_Exercise prompt_:
Could you copy each line of the entries that contains "worn"?

Dataset entries:
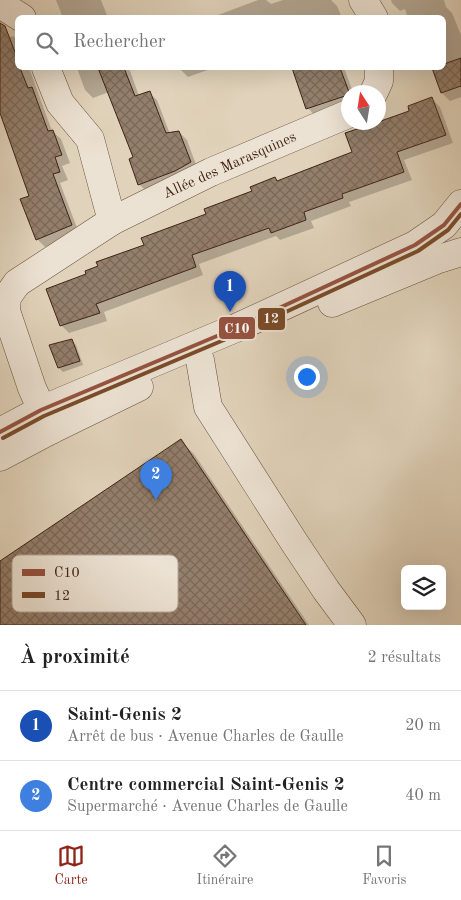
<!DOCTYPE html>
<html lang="fr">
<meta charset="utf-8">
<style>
body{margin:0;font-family:"Old Standard TT",serif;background:#f6f6f6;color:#222}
.controls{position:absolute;right:15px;bottom:15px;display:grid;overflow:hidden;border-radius:8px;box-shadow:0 5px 20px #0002}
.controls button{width:45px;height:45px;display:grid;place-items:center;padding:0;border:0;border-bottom:1px solid #e0e0e0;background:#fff;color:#222;font:25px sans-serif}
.compass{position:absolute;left:341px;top:85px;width:45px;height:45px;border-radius:50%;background:#fff;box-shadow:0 5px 20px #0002;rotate:348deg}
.you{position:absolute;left:306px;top:376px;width:18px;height:18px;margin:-12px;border:4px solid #fff;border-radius:50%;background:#1a73e8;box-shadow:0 0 0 8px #1a73e833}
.badge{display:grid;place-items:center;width:32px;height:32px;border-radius:50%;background:#8f2418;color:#fff;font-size:16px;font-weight:700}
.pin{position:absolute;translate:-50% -41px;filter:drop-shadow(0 1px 2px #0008)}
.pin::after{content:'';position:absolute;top:26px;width:18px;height:15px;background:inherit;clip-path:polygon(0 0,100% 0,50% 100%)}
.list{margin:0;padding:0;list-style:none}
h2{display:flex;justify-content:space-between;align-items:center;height:65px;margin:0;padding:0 20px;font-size:21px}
h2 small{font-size:16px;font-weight:400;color:#767676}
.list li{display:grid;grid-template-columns:32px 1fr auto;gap:15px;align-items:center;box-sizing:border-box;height:70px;padding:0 20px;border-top:1px solid #e0e0e0}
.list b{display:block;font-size:19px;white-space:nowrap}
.list p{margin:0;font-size:16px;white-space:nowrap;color:#767676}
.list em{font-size:16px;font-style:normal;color:#767676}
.icon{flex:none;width:28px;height:28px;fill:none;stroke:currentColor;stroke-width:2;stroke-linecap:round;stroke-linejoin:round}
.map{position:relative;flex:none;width:461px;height:625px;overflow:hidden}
.search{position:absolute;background:#fff;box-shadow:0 5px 20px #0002;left:15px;right:15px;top:15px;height:55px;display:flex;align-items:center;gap:12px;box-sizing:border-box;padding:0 18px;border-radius:8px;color:#767676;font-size:19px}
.sheet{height:205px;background:#fff}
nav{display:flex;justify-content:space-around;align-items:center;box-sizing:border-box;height:70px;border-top:1px solid #e0e0e0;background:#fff;font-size:14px;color:#767676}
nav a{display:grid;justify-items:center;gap:2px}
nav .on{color:#8f2418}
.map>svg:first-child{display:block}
</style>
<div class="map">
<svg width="461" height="625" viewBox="0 0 461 625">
<defs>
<pattern id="building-cross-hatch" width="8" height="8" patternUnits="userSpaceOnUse" patternTransform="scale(1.25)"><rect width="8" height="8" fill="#947f6c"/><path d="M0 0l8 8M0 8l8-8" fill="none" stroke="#7a6858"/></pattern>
</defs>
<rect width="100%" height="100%" fill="#e1d3bb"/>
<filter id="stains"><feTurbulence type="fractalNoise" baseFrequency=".004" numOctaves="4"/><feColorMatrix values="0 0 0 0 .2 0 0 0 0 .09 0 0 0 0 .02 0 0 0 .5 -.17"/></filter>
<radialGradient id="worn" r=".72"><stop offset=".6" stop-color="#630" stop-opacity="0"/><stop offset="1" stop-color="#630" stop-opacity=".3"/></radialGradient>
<g fill="#0003">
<polygon points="56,0 101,0 108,18 63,18"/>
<polygon points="258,0 266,0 271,4 283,0 331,0 337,6 342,18 210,18"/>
<polygon points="391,0 444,0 446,7 452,13 461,35 461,97 450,101 441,92 432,68 444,68 444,18 408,18 405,9 400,11 392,3"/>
<polygon points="13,36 18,41 18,68 29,68 52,131 61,139 70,163 62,166 68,180 60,183 79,233 45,247 37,239 31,197 0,112 0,41"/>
<polygon points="77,68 129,68 139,96 149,93 157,100 170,134 179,132 187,140 198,170 147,192 139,184 134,158 109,92 93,98 85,90"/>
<polygon points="179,68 213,68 188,77"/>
<polygon points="293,68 344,68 353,92 348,92 348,105 315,116 308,108"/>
<polygon points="432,99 440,107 453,143 404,160 412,180 349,202 351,206 311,221 314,228 280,240 276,236 199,264 203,275 104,312 107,321 69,333 61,325 88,275 254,192 275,178 278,182 353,153 411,112"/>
<polygon points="72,341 76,345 83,365 63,372 59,368"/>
<polygon points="181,441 194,454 309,625 0,625 0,562"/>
</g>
<g fill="url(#building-cross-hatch)" stroke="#402416">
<polygon points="0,23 5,26 18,60 18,68 20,68 28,88 32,87 48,131 53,130 62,155 55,157 60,172 53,174 72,225 36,240 20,199 29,196 0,113"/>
<polygon points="461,58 461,86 441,93 432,68 444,68 444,64"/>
<polygon points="98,68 124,68 135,96 150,91 166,133 179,131 191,162 175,171 138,185 129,159 133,157"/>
<polygon points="292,68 340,68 349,92 348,95 306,109"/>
<polygon points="432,97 446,135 397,152 404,172 342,194 343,198 304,212 306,220 271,233 269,228 192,255 196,267 96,304 100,313 60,326 46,289 86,274 85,271 98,266 96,262 144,245 141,238 206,214 204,209 252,191 250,187 275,177 277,181 352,152 345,133 378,122 409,111 408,106"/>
<polygon points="72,339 80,361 58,368 49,345"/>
<polygon points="181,439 306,625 0,625 0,561"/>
</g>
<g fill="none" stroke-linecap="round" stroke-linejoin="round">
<defs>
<g id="minor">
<polyline points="363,0 374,18"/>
<polyline points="0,4 22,18"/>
<polyline points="46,68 60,103 90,139 112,221"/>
<polyline points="374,92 379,81 379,68"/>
<polyline points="332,303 436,260 461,252"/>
<polyline points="200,360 208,407 294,542 326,590 352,625"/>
<polyline points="51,430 32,388 6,311 7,297 17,283 112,221 211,172 348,114"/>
<polyline points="0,432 41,410 236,328 415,245 444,225 461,204"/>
<polyline points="0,457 51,430 139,387"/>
</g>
</defs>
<use href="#minor" stroke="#68503f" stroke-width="29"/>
<use href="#minor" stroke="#ece2d3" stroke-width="28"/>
<defs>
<polyline id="bus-1" points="0,432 41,410 236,328 415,245 444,225 461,204"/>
<polyline id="bus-2" points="3,438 44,416 238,334 418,251 448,230 461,214"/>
</defs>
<use href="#bus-1" stroke="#ece2d3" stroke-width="8"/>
<use href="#bus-2" stroke="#ece2d3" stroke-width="8"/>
<use href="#bus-1" stroke="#965340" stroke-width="4"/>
<use href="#bus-2" stroke="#7a4b2a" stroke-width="4"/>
</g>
<g text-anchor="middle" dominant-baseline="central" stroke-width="5" stroke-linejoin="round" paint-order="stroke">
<g font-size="15" fill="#402416" stroke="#ece2d3">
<text transform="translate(230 166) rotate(-24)">Allée des Marasquines</text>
</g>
</g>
<rect x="12" y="555" width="166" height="57" rx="8" fill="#ece2d3" stroke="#b8a99a" stroke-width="1"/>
<rect x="22" y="569" width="23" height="7" fill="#965340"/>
<rect x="22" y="592" width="23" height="6" fill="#7a4b2a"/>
<g font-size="14" fill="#402416">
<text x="54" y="577">C10</text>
<text x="54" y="600">12</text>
</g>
<g stroke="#ece2d3" stroke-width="2">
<rect x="257" y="307" width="29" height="24" rx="5" fill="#7a4b2a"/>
<rect x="218" y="316" width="38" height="24" rx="5" fill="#965340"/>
</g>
<g font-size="14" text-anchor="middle" font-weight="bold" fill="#fff">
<text x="271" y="323">12</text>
<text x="237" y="333">C10</text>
</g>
<rect width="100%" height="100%" filter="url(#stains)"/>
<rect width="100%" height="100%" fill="url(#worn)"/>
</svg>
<div class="controls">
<button><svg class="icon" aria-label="layers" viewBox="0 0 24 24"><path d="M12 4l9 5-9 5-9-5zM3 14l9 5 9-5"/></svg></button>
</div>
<svg class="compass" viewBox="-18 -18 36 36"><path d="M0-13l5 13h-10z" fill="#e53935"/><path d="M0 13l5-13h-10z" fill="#767676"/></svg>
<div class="you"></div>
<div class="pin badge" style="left:230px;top:312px;background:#1a4fb4">1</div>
<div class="pin badge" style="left:156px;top:500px;background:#3f7fe0">2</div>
<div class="search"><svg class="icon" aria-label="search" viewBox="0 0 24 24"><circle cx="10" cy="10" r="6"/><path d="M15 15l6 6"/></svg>Rechercher</div>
</div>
<section class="sheet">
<h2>À proximité<small>2 résultats</small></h2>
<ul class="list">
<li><span class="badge" style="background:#1a4fb4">1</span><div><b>Saint-Genis 2</b><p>Arrêt de bus · Avenue Charles de Gaulle</p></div><em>20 m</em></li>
<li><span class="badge" style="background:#3f7fe0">2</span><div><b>Centre commercial Saint-Genis 2</b><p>Supermarché · Avenue Charles de Gaulle</p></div><em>40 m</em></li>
</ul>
</section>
<nav>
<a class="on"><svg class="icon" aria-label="map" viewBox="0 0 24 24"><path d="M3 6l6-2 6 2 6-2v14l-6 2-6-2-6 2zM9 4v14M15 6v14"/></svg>Carte</a>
<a><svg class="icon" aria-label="directions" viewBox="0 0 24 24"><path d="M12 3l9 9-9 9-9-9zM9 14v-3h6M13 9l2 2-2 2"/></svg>Itinéraire</a>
<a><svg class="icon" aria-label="saved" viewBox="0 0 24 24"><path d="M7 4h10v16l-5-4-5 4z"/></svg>Favoris</a>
</nav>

_Task response_:
<radialGradient id="worn" r=".72"><stop offset=".6" stop-color="#630" stop-opacity="0"/><stop offset="1" stop-color="#630" stop-opacity=".3"/></radialGradient>
<rect width="100%" height="100%" fill="url(#worn)"/>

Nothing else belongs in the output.